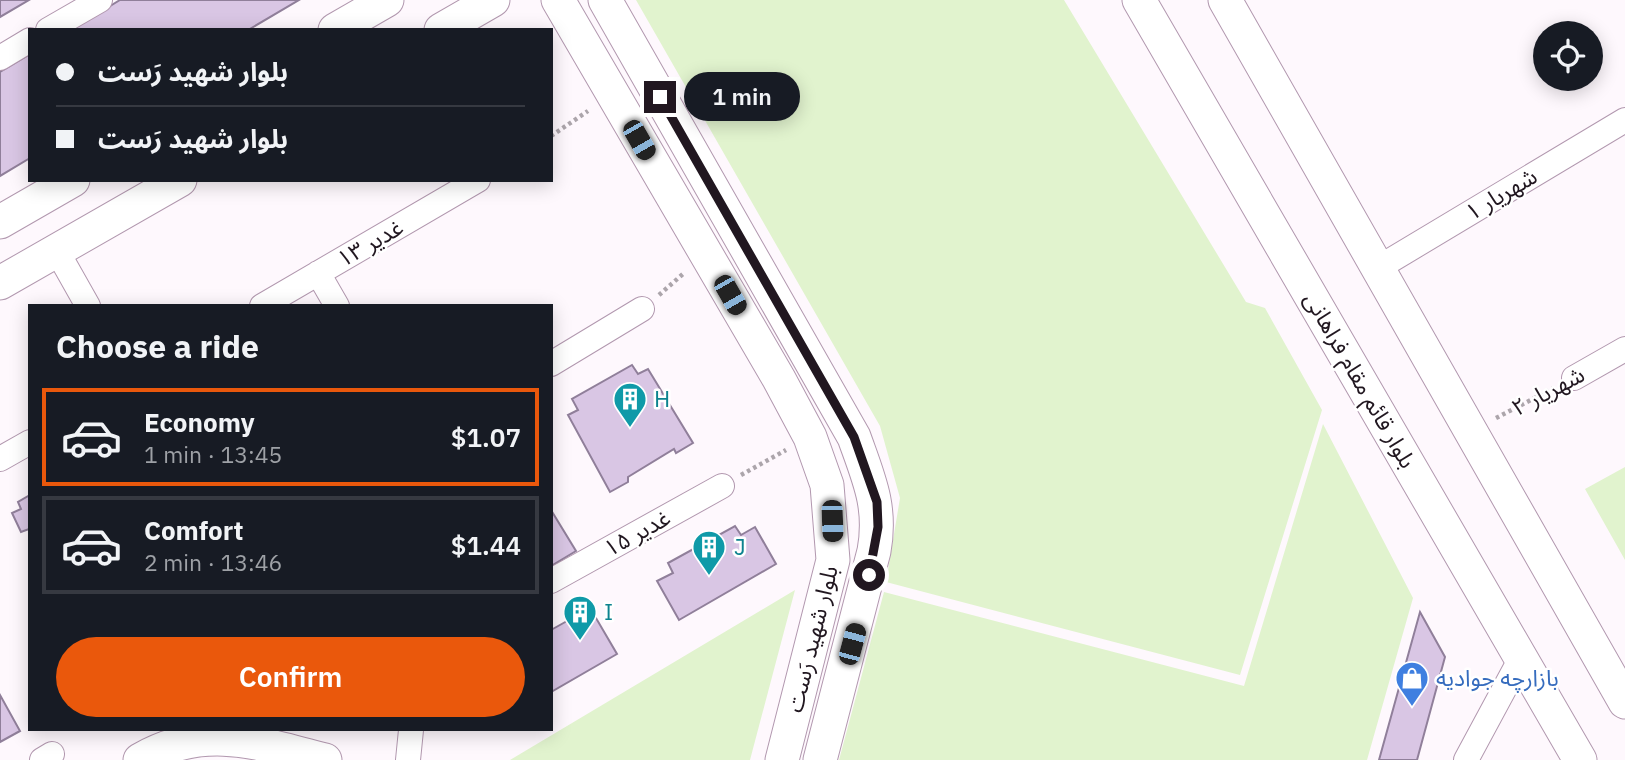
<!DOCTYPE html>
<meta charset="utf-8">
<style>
:root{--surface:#171b24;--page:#242831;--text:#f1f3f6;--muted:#9ea1a6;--line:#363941;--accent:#ea580c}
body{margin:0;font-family:"IBM Plex Sans","Noto Sans Arabic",sans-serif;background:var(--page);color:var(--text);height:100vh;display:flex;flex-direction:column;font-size:26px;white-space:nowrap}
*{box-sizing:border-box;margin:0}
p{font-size:23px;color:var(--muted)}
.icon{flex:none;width:38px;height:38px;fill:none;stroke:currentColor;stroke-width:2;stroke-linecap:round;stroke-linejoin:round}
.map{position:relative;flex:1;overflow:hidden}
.drawer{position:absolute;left:28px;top:304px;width:525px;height:427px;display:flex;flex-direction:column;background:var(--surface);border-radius:0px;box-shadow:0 4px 18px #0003}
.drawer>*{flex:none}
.top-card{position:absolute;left:28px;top:28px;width:525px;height:154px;border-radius:0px;box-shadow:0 4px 18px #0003;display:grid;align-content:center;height:154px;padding:0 28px;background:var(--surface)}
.tools{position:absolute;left:1533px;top:21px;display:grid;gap:14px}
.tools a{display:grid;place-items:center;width:70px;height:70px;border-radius:50%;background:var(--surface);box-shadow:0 4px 18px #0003;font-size:35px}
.end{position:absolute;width:32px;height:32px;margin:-16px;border:9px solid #211720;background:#fff;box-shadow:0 0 0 4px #fff}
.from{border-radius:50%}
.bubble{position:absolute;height:49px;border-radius:24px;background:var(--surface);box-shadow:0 4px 18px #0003;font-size:23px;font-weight:600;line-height:49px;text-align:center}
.car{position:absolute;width:21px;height:42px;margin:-21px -10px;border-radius:9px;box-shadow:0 0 5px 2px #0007;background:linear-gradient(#222 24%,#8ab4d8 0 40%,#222 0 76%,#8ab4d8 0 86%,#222 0)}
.top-card b{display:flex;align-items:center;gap:24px;height:66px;font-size:26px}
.top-card b+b{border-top:2px solid var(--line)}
.top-card i{width:18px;height:18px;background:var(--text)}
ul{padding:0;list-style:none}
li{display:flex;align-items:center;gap:21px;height:98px;margin:0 14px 10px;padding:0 14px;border:4px solid var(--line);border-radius:0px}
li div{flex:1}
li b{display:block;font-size:26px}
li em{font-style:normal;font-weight:600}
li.current{border-color:var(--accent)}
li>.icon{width:63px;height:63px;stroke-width:1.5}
h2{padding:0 28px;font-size:32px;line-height:84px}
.button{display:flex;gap:14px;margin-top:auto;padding:14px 28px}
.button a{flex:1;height:80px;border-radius:42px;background:var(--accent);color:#fff;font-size:28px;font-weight:600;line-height:80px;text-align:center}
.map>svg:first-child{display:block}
.green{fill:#e1f3ce}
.building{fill:#d9c6e4;stroke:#907f9a;stroke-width:2}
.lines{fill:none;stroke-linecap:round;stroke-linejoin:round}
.street-casing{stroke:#b298af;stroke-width:26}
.secondary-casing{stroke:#b298af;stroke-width:35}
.path{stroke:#aca5ab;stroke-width:4.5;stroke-dasharray:3.5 3.5;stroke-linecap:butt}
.street{stroke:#fff;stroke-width:24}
.secondary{stroke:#fff;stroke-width:33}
.route{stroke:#211720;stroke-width:9}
.labels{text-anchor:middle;stroke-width:5;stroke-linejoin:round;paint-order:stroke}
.street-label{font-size:23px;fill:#211720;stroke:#fff}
.culture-label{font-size:23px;fill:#0d838f;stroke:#fff;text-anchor:start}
.shop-label{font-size:23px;fill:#366cbe;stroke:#fff;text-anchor:start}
</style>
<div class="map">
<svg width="1625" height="760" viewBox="0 0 1625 760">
<rect width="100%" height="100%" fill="#fef8fd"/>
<path class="green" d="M636,0H1064L1246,302L1265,308L1322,410L1240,675L886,582L900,498L880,426Z
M1323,424L1413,598L1367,760H839L884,592L1244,686Z
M1625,467V560L1585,489Z
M795,590L750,760H510Z"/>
<path class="building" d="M0,0H29L0,17Z
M120,0H299L248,30H71Z
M30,54V158L0,176V72Z
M632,365L638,374L648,369L693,443L676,453L674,449L628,477V482L610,492L568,415L578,410L572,399Z
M30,495V531L29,529L21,532L12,513L21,509L18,502Z
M551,510L576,551L551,566Z
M735,526L741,535L755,527L776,564L679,620L657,581L673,573L668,563Z
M1420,612L1445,657L1417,760H1379Z
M576,616L582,626L596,618L617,654L551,692V630Z
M0,695L20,731L0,742Z"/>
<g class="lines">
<defs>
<path id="street" d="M48,30L100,0
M0,58L30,40
M57,251L88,306
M1378,268L1625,120
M318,273L337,306
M262,306L478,180
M551,364L642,309
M1574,378L1625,349
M0,459L30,442
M551,581L722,486
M42,760L52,754
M408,760L411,730
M1466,760L1521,658"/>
<path id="secondary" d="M558,0L779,379L810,437L827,485L833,560L782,760
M605,0L854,437C869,479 882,507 874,551L820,760
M1139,0L1580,760
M1225,0L1625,702
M335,30L387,0
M441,30L493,0
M0,222L73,180
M0,283L180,180
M140,760C204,723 259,743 325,760"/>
</defs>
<use href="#street" class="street-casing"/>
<use href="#secondary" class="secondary-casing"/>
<path class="path" d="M551,136L588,111
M659,295L684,273
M1496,418L1554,388
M741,475L786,450"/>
<use href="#street" class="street"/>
<use href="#secondary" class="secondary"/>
</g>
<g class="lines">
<path class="route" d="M660,97L854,437L877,502L878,527L869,575"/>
</g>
<defs>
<symbol id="building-pin" viewBox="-11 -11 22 30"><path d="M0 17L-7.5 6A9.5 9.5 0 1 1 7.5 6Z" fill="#0f9aa8" stroke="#fff"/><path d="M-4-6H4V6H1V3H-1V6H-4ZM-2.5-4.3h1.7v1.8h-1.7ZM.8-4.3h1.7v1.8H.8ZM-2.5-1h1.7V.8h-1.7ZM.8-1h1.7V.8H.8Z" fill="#fff"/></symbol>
<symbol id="shop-pin" viewBox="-11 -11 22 30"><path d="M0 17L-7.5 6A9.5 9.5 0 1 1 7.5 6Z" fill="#3f7fe0" stroke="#fff"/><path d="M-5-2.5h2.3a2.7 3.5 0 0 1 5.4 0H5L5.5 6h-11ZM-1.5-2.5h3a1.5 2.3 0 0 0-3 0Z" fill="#fff"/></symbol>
</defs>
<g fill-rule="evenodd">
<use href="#building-pin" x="611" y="380" width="38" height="52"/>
<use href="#building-pin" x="690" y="528" width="38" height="52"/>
<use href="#building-pin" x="561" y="593" width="38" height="52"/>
<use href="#shop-pin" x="1393" y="659" width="38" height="52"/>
</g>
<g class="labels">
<g class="street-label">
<text transform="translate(1501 194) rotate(-31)" y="8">شهریار ۱</text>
<text transform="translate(370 243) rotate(-30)" y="8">غدیر ۱۳</text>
<text transform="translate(1360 380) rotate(60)" y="8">بلوار قائم مقام فراهانی</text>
<text transform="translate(1548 391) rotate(-28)" y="8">شهریار ۲</text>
<text transform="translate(637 533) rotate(-29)" y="8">غدیر ۱۵</text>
<text transform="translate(812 639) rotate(-76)" y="8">بلوار شهید رَست</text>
</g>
<g class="culture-label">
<text x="654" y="407">H</text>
<text x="734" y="555">J</text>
<text x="604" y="620">I</text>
</g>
<g class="shop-label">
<text x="1436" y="686">بازارچه جوادیه</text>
</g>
</g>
</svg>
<div class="tools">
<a><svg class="icon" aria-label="locate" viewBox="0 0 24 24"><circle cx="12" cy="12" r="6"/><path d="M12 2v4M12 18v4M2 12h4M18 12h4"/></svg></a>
</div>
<i class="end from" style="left:869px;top:575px"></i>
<i class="end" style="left:660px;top:97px"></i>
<div class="bubble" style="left:684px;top:72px;width:116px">1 min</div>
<i class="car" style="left:639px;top:140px;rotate:150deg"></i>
<i class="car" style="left:730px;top:295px;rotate:150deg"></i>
<i class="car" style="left:832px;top:521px;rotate:178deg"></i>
<i class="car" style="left:852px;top:644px;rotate:15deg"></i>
<div class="top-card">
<b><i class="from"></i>بلوار شهید رَست</b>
<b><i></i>بلوار شهید رَست</b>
</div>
<section class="drawer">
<h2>Choose a ride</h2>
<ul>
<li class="current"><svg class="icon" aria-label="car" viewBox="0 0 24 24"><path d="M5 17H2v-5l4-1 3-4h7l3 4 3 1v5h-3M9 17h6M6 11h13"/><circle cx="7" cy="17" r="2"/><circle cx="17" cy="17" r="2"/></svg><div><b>Economy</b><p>1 min · 13:45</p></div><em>$1.07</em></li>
<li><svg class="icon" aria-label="car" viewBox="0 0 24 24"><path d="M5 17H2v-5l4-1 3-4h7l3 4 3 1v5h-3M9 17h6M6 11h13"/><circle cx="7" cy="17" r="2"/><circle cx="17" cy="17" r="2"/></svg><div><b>Comfort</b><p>2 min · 13:46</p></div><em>$1.44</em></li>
</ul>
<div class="button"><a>Confirm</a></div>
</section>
</div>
══════════════════════════════
- _WHAT TO PRODUCE_
Each line with "button" in it must be identified and copied from the material.

- _YOUR RESPONSE_
.button{display:flex;gap:14px;margin-top:auto;padding:14px 28px}
.button a{flex:1;height:80px;border-radius:42px;background:var(--accent);color:#fff;font-size:28px;font-weight:600;line-height:80px;text-align:center}
<div class="button"><a>Confirm</a></div>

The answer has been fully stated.